## ASSIGNED TASK
Check every line of the data for the word "function", and copy those that have it.
-*-
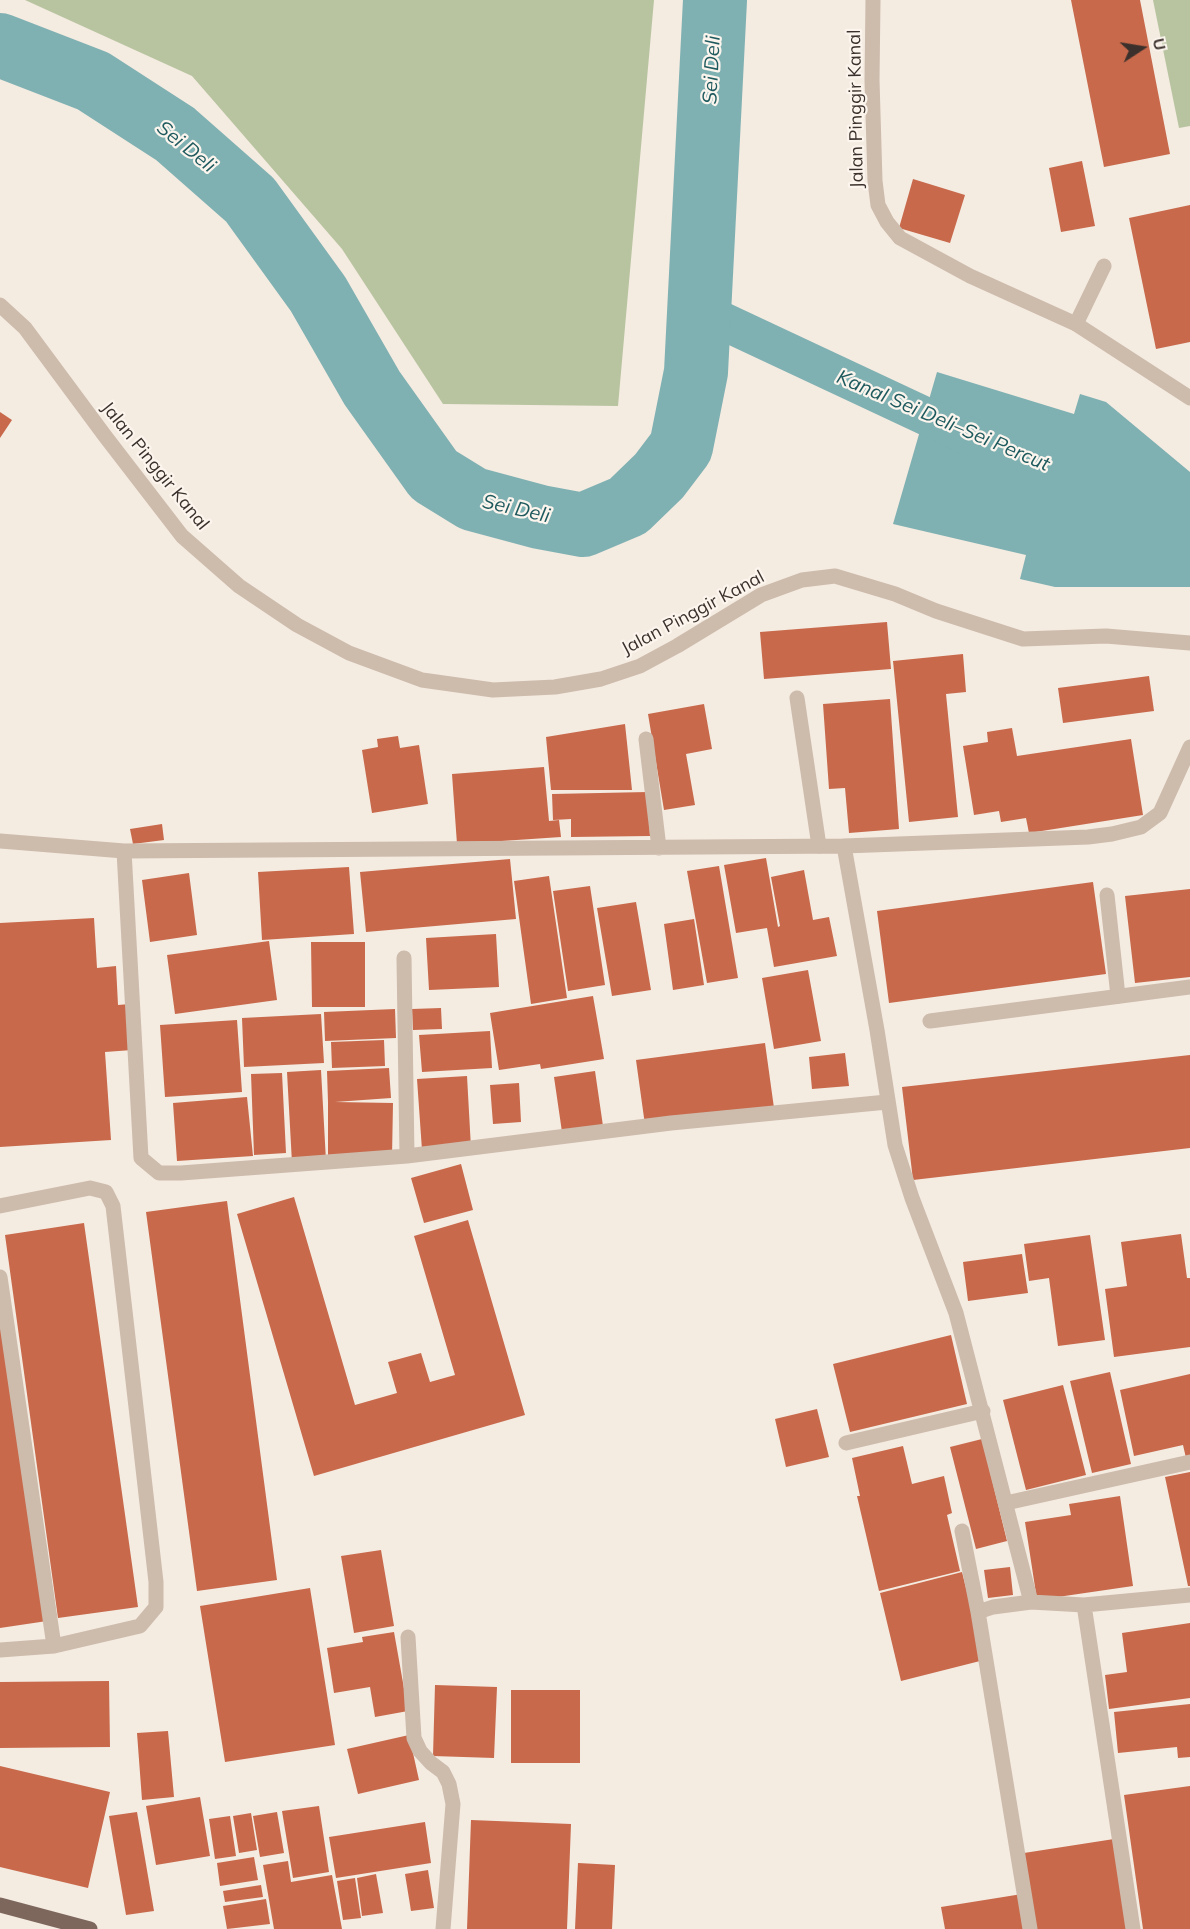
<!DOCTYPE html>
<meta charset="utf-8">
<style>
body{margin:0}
#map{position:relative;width:1190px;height:1929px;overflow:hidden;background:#f4ebe1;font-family:Mulish,sans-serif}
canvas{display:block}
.north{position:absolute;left:1112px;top:18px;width:60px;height:60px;-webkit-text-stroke:4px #fbf5ee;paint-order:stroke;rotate:78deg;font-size:16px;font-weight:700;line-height:24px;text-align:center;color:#3b302b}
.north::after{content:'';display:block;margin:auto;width:21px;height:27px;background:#3b302b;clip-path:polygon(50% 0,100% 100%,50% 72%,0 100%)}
</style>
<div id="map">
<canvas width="1190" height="1929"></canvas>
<div class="north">U</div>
</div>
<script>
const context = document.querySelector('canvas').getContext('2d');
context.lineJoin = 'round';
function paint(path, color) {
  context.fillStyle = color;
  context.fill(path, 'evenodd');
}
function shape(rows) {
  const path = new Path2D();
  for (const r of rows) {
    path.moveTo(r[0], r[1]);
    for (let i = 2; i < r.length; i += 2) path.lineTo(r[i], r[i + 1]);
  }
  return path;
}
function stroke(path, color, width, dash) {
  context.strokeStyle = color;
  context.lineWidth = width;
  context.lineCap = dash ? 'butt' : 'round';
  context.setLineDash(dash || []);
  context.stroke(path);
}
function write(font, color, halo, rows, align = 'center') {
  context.font = font + ' Mulish,sans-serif';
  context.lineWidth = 4.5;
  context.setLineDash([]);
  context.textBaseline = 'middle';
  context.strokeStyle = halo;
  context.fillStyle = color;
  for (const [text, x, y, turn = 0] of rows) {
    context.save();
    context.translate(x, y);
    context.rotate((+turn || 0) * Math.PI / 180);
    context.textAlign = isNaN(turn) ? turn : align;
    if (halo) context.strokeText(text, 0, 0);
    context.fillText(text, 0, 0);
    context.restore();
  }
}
paint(shape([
 [25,0,654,0,618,406,443,404,342,249,192,76],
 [1153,0,1190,0,1190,126,1179,128]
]), '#b8c4a0');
paint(shape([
 [937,372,1074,414,1080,394,1106,402,1190,472,1190,587,1055,587,1020,579,1026,555,893,524]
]), '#7fb0b2');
stroke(shape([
 [699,310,970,437]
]), '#7fb0b2', 38);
stroke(shape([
 [0,45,93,81,175,134,250,200,318,294,372,388,434,475,473,499,540,517,583,525,628,506,659,476,681,447,696,372,715,0]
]), '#7fb0b2', 64);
paint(shape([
 [1071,0,1140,0,1170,154,1104,167],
 [1082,161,1095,226,1061,232,1049,168],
 [913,179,965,195,950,243,899,228],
 [1190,205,1190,342,1156,349,1129,218],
 [0,412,12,420,0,438],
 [887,622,891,669,764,679,760,632],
 [963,654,966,692,946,694,958,817,909,822,893,661],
 [1149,676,1154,711,1063,723,1058,688],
 [890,699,899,829,849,833,845,788,829,789,823,704],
 [704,704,712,749,686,754,695,805,664,810,648,714],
 [625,724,632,790,551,790,546,737],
 [1012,728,1017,756,1131,739,1143,815,1029,833,1026,818,1001,822,999,811,974,815,963,746,988,742,987,732],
 [398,736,400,748,419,745,428,804,372,813,362,750,378,747,377,739],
 [544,767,549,821,559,820,561,837,457,844,452,774],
 [648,792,650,836,571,837,571,819,553,820,552,794],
 [162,824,164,840,133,844,130,829],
 [766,858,778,927,780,926,771,877,804,870,813,920,829,917,837,956,774,967,767,928,736,933,724,865],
 [510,859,516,919,366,932,360,872],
 [719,866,738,978,707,983,687,871],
 [349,867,354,934,262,940,258,872],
 [189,873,197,935,150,942,142,880],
 [549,876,567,998,531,1004,514,881],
 [1093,882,1106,974,889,1003,877,911],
 [590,886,605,985,568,991,553,891],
 [1190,889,1190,977,1135,983,1125,896],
 [636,902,651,990,612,996,597,908],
 [94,918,97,968,116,966,118,1005,130,1004,132,1050,105,1052,111,1140,0,1147,0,923],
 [694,919,704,985,673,990,664,924],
 [496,934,499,987,429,990,426,938],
 [269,941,277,1000,175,1014,167,955],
 [311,942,365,942,365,1007,312,1007],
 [808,970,821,1041,774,1049,762,978],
 [593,996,604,1059,541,1069,540,1064,499,1070,490,1013],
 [441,1008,442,1029,413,1030,412,1009],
 [395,1009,396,1038,325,1041,324,1012],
 [321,1014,324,1063,244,1067,242,1018],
 [237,1020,242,1092,165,1097,160,1025],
 [490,1031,492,1068,422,1072,419,1035],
 [384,1040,385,1066,332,1068,331,1042],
 [765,1043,774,1108,645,1125,636,1060],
 [845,1053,849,1086,812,1089,809,1057],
 [1190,1055,1190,1148,913,1180,902,1087],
 [389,1068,391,1098,335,1102,393,1103,392,1157,328,1155,328,1102,327,1071],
 [321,1070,326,1161,292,1163,287,1072],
 [595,1071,603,1126,562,1132,554,1077],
 [282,1073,286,1153,254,1155,251,1074],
 [467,1076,471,1148,422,1150,417,1079],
 [519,1083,521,1122,493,1124,490,1085],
 [247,1097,253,1156,177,1161,173,1103],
 [461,1164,473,1210,424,1223,411,1178],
 [294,1197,355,1405,397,1393,388,1362,421,1353,430,1382,455,1375,414,1236,468,1220,525,1415,314,1476,237,1214],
 [227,1201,277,1580,197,1591,146,1212],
 [84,1223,138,1607,58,1618,5,1235],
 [1181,1234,1187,1278,1190,1278,1190,1347,1114,1357,1105,1289,1127,1286,1121,1242],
 [1090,1235,1105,1340,1058,1346,1049,1278,1029,1281,1024,1244],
 [1022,1254,1028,1293,968,1301,963,1262],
 [0,1309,47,1621,0,1628],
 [951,1335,967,1404,850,1432,833,1364],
 [1110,1372,1131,1464,1092,1473,1070,1381],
 [1190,1374,1190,1457,1186,1458,1183,1445,1134,1456,1120,1390],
 [1063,1385,1086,1475,1026,1490,1003,1400],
 [817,1409,829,1457,786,1467,775,1419],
 [982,1439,1007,1541,976,1549,950,1447],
 [903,1446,912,1484,944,1476,952,1513,947,1515,960,1571,879,1591,857,1496,860,1496,852,1458],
 [1190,1472,1190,1586,1188,1586,1165,1477],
 [1120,1496,1133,1586,1037,1600,1025,1522,1071,1515,1069,1504],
 [381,1550,394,1626,354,1633,341,1556],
 [1010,1567,1013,1595,988,1598,984,1570],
 [962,1572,984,1660,901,1681,880,1593],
 [310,1588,335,1745,225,1762,200,1606],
 [1190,1623,1190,1698,1109,1709,1105,1675,1127,1672,1122,1633],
 [394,1632,408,1711,375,1717,370,1687,334,1693,327,1648,363,1642,362,1637],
 [109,1681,110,1747,0,1748,0,1682],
 [435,1685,497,1687,494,1758,433,1756],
 [511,1690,580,1690,580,1763,511,1763],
 [1190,1704,1190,1757,1178,1758,1177,1747,1118,1753,1114,1712],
 [168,1731,174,1797,142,1800,137,1733],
 [409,1735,419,1780,358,1794,347,1749],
 [0,1766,110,1792,88,1888,0,1867],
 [1190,1786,1190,1929,1143,1929,1124,1795],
 [200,1797,210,1856,156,1865,146,1806],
 [319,1806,329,1872,293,1878,282,1811],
 [137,1812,154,1911,126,1915,109,1816],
 [277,1812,284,1853,260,1857,253,1816],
 [251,1813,257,1850,239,1853,233,1816],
 [230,1816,236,1856,215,1859,209,1819],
 [471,1820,571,1824,567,1929,467,1929],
 [425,1822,431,1863,336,1878,329,1837],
 [1114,1839,1127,1929,1036,1929,1024,1853],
 [254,1857,258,1880,220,1886,217,1863],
 [288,1861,291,1882,332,1875,342,1929,274,1929,263,1865],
 [578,1863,615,1865,612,1929,575,1929],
 [428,1870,434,1908,411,1911,405,1874],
 [376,1874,383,1913,362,1916,357,1878],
 [355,1878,361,1918,343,1920,337,1881],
 [261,1885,263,1897,225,1902,223,1891],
 [1022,1894,1028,1929,945,1929,941,1907],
 [266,1899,270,1924,227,1929,223,1906]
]), '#c8694b');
stroke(shape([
 [1076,324,1104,266],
 [797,698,819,846],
 [1107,895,1118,996],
 [0,1206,90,1188,106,1192,113,1206,156,1582,156,1607,140,1626,54,1646,0,1650],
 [0,1277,54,1646],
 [846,1443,983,1411]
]), '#cdbbac', 15);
stroke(shape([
 [873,0,872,80,875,181,878,205,887,222,900,238,970,276,1076,324,1190,398],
 [0,305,25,328,105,436,182,536,239,586,297,625,349,653,422,680,493,690,555,687,601,679,640,666,677,646,761,595,802,580,835,576,895,594,936,611,1023,639,1106,636,1190,643],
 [646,739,659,848],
 [0,841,124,851,844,846,1088,837,1112,834,1141,827,1160,813,1190,747],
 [844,846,877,1030,895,1145,912,1198,956,1313,1031,1602],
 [124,851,141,1158,159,1173,181,1173,407,1156,671,1123,887,1102],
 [404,958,407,1156],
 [930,1021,1190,987],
 [1006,1503,1190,1462],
 [962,1531,978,1612,1030,1929],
 [1084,1605,1133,1929],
 [978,1612,993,1607,1031,1602,1084,1605,1190,1595],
 [408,1637,414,1738,420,1751,431,1763,443,1772,449,1784,453,1804,443,1929]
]), '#cdbbac', 15);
stroke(shape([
 [0,1905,90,1929]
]), '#7d675c', 15);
write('18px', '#3b302b', '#fbf5ee', [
 ["Jalan Pinggir Kanal",856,109,-91],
 ["Jalan Pinggir Kanal",155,466,51],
 ["Jalan Pinggir Kanal",693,613,-28]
]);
write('italic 20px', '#1f5a5e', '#fbf5ee', [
 ["Sei Deli",712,70,-87],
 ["Sei Deli",186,147,39],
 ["Kanal Sei Deli–Sei Percut",943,421,23],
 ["Sei Deli",516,509,13]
]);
</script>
-*-
## PROBLEM SOLUTION
function paint(path, color) {
function shape(rows) {
function stroke(path, color, width, dash) {
function write(font, color, halo, rows, align = 'center') {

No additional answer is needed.